Todavia, em outras zonas geográficas, como o norte de Itália, a causa mais frequente de morte súbita dos desportistas não é a miocardiopatia hipertrófica, mas sim a displasia arritmogénica do ventrículo direito (aliás, tal como em Espanha). Para além dos fatores genéticos implicados, a explicação destas diferenças baseia-se no sistema de exames médicos obrigatórios vigente por lei em Itália e que obriga todos os adolescentes que pretendam praticar um desporto individual ou coletivo a fazer exames específicos, sendo esse motivo a descoberta da maior parte das miocardiopatias hipertróficas antes que seja tarde de mais.

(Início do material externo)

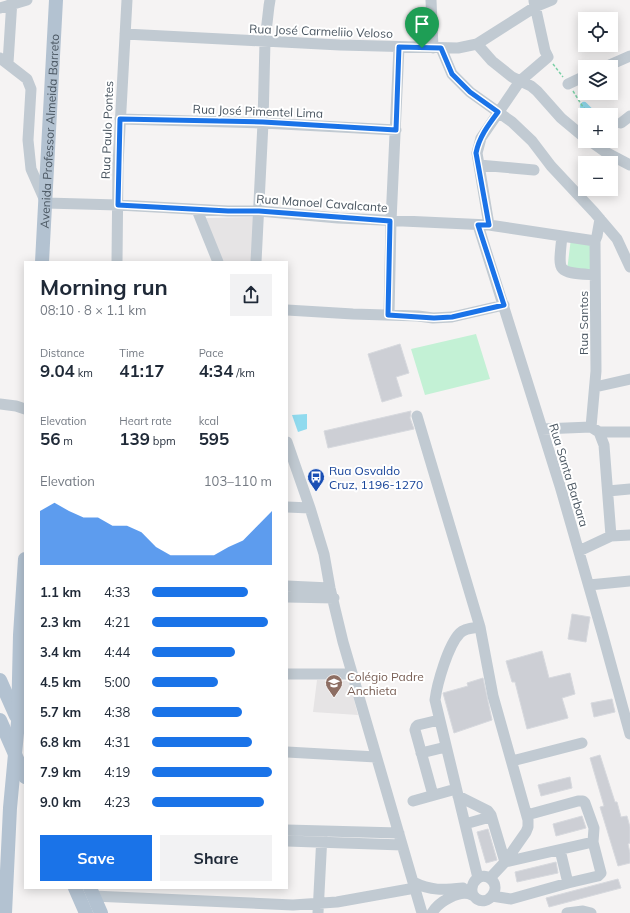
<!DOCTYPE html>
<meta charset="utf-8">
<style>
:root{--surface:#fff;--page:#f2f2f3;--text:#1f2937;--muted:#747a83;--accent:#1a73e8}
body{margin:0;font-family:Mulish,sans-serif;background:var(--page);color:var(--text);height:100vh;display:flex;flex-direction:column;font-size:15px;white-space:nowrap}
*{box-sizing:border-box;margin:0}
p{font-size:13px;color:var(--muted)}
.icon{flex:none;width:22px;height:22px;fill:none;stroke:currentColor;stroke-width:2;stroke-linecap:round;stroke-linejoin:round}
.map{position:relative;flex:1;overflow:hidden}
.details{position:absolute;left:24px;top:261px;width:264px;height:628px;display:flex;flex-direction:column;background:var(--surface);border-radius:0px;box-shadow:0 2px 10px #0003}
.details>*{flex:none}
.fabs{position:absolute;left:578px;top:12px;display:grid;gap:8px}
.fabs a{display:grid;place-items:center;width:40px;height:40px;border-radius:0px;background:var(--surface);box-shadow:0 2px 10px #0003;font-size:20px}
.pin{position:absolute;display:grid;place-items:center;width:34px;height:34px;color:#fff;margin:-41px -17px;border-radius:50% 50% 50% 0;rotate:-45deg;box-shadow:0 0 4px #0007}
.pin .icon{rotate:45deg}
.round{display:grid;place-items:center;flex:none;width:42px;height:42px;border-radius:0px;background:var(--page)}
.headline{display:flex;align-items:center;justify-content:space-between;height:68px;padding:0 16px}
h1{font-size:22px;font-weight:700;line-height:30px}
.metrics{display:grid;grid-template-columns:repeat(3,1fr);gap:6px;height:68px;padding:4px 16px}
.metrics div{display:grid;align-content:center}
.metrics b{font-size:17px;font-weight:700}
.metrics small{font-size:11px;font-weight:400}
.metrics p{font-size:11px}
.chart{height:112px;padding:8px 16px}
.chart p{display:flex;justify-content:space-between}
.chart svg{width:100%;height:72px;margin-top:4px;fill:var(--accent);opacity:.7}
.primary-button{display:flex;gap:8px;margin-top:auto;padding:8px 16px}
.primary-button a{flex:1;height:46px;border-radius:0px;background:var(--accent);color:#fff;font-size:16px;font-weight:700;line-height:46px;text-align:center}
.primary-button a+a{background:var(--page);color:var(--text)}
ul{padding:0 16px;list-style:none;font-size:13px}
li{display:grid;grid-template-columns:64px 48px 1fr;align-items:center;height:30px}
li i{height:10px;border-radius:5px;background:var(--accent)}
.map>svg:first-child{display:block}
.education{fill:#e6e4e5}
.green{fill:#c3f1d5}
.water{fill:#90daee}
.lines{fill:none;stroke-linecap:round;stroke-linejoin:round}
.canal{stroke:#90daee;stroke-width:8}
.building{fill:#cdcfd5;stroke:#d7d9de}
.path{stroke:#7ad0a6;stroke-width:1.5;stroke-dasharray:3 2;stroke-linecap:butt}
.minor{stroke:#c1cad2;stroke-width:11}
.major{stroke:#b3c2d1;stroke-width:14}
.route-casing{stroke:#fff;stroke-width:8}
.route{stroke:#1a73e8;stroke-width:5}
.labels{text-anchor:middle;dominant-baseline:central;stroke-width:4;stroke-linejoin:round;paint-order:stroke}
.street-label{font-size:12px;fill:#4a5661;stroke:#fff}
.transit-label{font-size:12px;fill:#164399;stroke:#fff;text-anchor:start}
.education-label{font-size:12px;fill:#785e54;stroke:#fff;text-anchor:start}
</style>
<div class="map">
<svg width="630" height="913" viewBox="0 0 630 913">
<rect width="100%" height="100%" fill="#f5f3f3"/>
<!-- education -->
<path class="education" d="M 254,217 L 251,262 L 222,262 L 206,218 Z
M 317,680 L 349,681 L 358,715 L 313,712 Z"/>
<!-- green -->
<path class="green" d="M 571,238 L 600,244 L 596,274 L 567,271 Z
M 476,334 L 490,379 L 425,395 L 411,349 Z"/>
<!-- water -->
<path class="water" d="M 307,414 L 307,429 L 298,432 L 292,415 Z"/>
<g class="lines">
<!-- canal -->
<path class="canal" d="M 584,106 L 593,115"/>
</g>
<!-- building -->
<path class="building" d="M 400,344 L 409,373 L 396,377 L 402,396 L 382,402 L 368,354 Z
M 411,411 L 410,418 L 414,429 L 328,448 L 324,431 Z
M 572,614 L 590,617 L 586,642 L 568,639 Z
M 542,651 L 549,678 L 570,673 L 575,694 L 562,698 L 568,718 L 527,729 L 515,682 L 512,682 L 506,661 Z
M 483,678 L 492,720 L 454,733 L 443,693 L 468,686 L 467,683 Z
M 612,699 L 615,712 L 594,717 L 591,703 Z
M 600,755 L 615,802 L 617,802 L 621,817 L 627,816 L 630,827 L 630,843 L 628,844 L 630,853 L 630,863 L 618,866 L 600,807 L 604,806 L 590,758 Z
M 570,777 L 572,788 L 541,796 L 538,785 Z
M 582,816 L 586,828 L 556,836 L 553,824 Z
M 488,829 L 497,860 L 486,863 L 477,832 Z
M 556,862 L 558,873 L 517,882 L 515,872 Z
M 618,879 L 621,888 L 549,907 L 546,898 Z"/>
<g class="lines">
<!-- path -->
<path class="path" d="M 553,64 L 563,77
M 573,91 L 583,107 L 591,115"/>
<!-- minor -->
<path class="minor" d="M 431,0 L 433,48
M 0,8 L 27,0
M 125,34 L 340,45 L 458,48 L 477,44 L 535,7 L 552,0
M 477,44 L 492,61 L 512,77 L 531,86 L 537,91 L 561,118 L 585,138
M 441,48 L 452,74 L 470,92 L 512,122 L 532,141 L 551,166 L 594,212 L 617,239 L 630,267
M 0,58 L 27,79 L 31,89 L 28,140 L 31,169 L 46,203 L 118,205 L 228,211 L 259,211 L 338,218 L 489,225 L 595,241
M 8,63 L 12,0
M 605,67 L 630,56
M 568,84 L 585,76
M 120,119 L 263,123 L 396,130
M 621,123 L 630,116
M 590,141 L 607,153 L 630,165
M 479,165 L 534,170
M 197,210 L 218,262
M 478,225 L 560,486 L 602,632 L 630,734
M 489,225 L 477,153 L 481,138 L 520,81 L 548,57 L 545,51 L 534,1
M 562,236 C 558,274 556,272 595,275
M 117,262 L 118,164 L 127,0
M 256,262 L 263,123 L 265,41 L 269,6 L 270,0
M 287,310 L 353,314 L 418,316 L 433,318 L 452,317 L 504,305
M 389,315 L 391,221 L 399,47
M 595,387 L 630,379
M 0,404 L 16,406 L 25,409
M 417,416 L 480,627 L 493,696 L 528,820 L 528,827 L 526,832 L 505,862 L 490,878
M 591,427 L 596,371 L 595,241 L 597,236 L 600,219
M 542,429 L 591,427 L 599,432 L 630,432
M 599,432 L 604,445 L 611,536
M 287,442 L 310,508 L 324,554 L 330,588 L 343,642 L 422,913
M 608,491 L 630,489
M 287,507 L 310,508
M 579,551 L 611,536 L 630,535
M 589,585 L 630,581
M 287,586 L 330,588
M 287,597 L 334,598
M 287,674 L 352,674
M 287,752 L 376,757
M 421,753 L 446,747
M 512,761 L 582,743
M 433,795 L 415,730 L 416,727 L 418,725 L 439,720
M 458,796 L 488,811 L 491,815 L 490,817 L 465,824
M 413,801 L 456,789
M 491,815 L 505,862 L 593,842
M 287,830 L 399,833
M 287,841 L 402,845
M 560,850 L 568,883
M 478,878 L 435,700 C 437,684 448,645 460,633 C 465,628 474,628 480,627
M 413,882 C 431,891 443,890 463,888
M 93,896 L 293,905 L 337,902 L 415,888
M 492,896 L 511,899 L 568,883 L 598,876 L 601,873 L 593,842 L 594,828 L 585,803 L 583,801 L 578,801 L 527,815
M 318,913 L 322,835
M 432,913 C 438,902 460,889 472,895 C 474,895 475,898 477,899 C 488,906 501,890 492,880 C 482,870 468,882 473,895
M 567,913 L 583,911 L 591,913"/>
<!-- major -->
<g class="major">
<path id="s1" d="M 42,262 L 56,0"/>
<path d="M 0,680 L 16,716"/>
<path d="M 0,720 L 25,777"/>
<path d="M 75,888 L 86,913"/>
<path d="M 90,888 L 101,913"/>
<path d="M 5,913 L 10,808 L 18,722 L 20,635 L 25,559"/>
</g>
</g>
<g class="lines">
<!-- route casing -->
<g class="route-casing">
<path id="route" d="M 399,47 L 441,48 L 452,74 L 470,92 L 498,112 C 489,124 479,137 476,153 L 489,225 L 478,225 L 504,305 L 452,317 L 434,318 L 388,315 L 390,221 L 259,211 L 228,211 L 118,205 L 120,119 L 263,122 L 396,130 Z"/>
</g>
<!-- route -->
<use href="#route" class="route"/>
</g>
<!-- icons -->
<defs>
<g id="bus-pin" transform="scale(0.9)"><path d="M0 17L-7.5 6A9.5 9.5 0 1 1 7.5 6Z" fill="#1a4fb4" stroke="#fff"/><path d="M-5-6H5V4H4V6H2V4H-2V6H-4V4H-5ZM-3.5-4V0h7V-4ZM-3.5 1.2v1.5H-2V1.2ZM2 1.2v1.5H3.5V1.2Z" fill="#fff"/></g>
<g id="school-pin" transform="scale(0.9)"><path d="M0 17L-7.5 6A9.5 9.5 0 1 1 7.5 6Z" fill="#8d6e63" stroke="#fff"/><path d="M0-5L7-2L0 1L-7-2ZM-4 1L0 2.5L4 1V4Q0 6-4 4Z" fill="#fff"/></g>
</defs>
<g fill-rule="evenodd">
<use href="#bus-pin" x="316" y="477"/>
<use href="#school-pin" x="334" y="683"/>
</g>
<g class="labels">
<!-- street labels -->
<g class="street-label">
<text transform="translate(321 31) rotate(2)">Rua José Carmeliio Veloso</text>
<text transform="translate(258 111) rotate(2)">Rua José Pimentel Lima</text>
<text transform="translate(107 130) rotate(-88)">Rua Paulo Pontes</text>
<text stroke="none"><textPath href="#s1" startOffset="131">Avenida Professor Almeida Barreto</textPath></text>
<text transform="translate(322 203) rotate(4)">Rua Manoel Cavalcante</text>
<text transform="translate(583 323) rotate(-90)">Rua Santos</text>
<text transform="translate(569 475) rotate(73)">Rua Santa Barbara</text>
</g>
<!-- transit labels -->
<g class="transit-label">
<text x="329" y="470">Rua Osvaldo<tspan x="329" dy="14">Cruz, 1196-1270</tspan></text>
</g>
<!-- education labels -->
<g class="education-label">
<text x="347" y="676">Colégio Padre<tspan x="347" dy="14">Anchieta</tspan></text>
</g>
</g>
</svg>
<div class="fabs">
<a><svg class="icon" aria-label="locate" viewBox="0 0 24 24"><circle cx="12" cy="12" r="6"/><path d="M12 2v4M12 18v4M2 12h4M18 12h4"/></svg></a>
<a><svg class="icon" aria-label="layers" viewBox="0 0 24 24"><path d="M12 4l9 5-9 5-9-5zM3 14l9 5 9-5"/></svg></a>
<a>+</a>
<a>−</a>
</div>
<div class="pin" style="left:422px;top:48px;background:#1e9e55"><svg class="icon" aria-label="arrive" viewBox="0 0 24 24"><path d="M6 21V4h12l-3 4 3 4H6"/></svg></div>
<section class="details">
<div class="headline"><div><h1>Morning run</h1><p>08:10 · 8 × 1.1 km</p></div><a class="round"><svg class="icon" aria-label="share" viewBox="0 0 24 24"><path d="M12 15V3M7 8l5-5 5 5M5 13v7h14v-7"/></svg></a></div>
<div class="metrics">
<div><p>Distance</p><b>9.04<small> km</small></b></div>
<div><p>Time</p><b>41:17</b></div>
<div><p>Pace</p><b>4:34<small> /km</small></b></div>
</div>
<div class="metrics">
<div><p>Elevation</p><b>56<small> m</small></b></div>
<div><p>Heart rate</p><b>139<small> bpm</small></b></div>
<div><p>kcal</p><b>595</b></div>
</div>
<div class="chart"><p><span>Elevation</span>103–110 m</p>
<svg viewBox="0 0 160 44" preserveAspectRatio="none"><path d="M0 44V11L10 6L20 11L30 15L40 15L50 20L60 20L70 24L80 33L90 38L100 38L110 38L120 38L130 33L140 29L150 20L160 11V44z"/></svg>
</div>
<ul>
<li><b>1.1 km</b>4:33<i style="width:80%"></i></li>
<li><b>2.3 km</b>4:21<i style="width:97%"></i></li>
<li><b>3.4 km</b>4:44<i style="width:69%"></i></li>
<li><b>4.5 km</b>5:00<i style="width:55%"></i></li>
<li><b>5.7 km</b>4:38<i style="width:75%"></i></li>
<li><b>6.8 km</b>4:31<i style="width:83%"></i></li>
<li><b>7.9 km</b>4:19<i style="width:100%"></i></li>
<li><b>9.0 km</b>4:23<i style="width:93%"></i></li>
</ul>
<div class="primary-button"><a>Save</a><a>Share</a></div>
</section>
</div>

Nos EUA, o basquetebol e o futebol americano são as modalidades com mais casos de morte súbita, contudo na Europa o futebol, o basquetebol, a natação e o ciclismo são os que têm mais casos. Em Espanha, por exemplo, o ciclismo foi responsável por 34,4% dos falecimentos entre os 11 e os 65 anos (média de 36 anos) e 24% dos falecimentos em menores de 35. Os enfartes foram a principal causa associada ao ciclismo. E aqui ficou evidente que este dado é preocupante, sobretudo devido ao número crescente de praticantes amadores, pois uma boa parte não faz exames regulares, incluindo a nível cardíaco. Nos estudos realizados os especialistas tentaram perceber qual era o desporto com maior risco cardiovascular e morte súbita. Os exercícios dinâmicos (como o ciclismo) envolvem um grande consumo de oxigénio e uma sobrecarga do volume, enquanto os exercícios estáticos (ginásio) pressupõem um aumento da pressão arterial e a sobrecarga da pressão do coração. A maioria dos desportos associados à morte súbita têm um componente dinâmico alto e um componente estático moderado ou alto. O ciclismo, o triatlo, o boxe e o remo reunem os dois componentes.

A SOLUÇÃO

O diagnóstico precoce é a solução para reduzir a incidência de morte súbita nos desportistas já que, infelizmente, os familiares só se apercebem que o seu ente querido padecia de uma doença coronária depois de receberem o resultado da autópsia. A maioria dos desportistas menores de 35 anos que morrem subitamente não têm antecedentes familiares de eventos cardíacos fatais, nem sequer apresentaram sintomas prévios de doença cardíaca antes da sua morte. Portanto, um conjunto de exames médicos (incluindo análises específicas e exames cardíacos detalhados, como um eletrocardiograma) podem ajudar a descobrir alguma doença associada e iniciar o tratamento, ajustando o treino às recomendações do médico especialista. Aliás, em Portugal era regra geral a prescrição de um atestado médico sempre que alguém pretendia iniciar a sua prática desportiva, tendo essa boa prática mudado, deixando à consciência de cada um a decisão de fazer - ou não - um check up completo.

O MELHOR CONSELHO

Existem critérios médicos específicos que classificam um desportista logo após ser diagnosticado com uma doença cardíaca. Por vezes existem diferenças subtis entre o chamado "coração de atleta" (mudanças fisiológicas no tamanho do coração presentes em muitos desportistas) e uma verdadeira patologia hipertrófica, por isso é importante haver um bom diagnóstico, que seja o mais conclusivo posssível e que não crie no próprio atleta - e na família - uma angústia que em nada beneficia a sua vida futura. Mas isso é tema para outro artigo futuro. Entretanto, o melhor conselho que podemos dar tanto aos desportistas em geral, como às próprias federações, ao Estado e aos treinadores, é a necessidade de realização de exames médicos específicos. Este tipo de mortes pode ser - na sua grande maioria - evitada e no caso do ciclismo, ainda mais, devido à carga envolvida.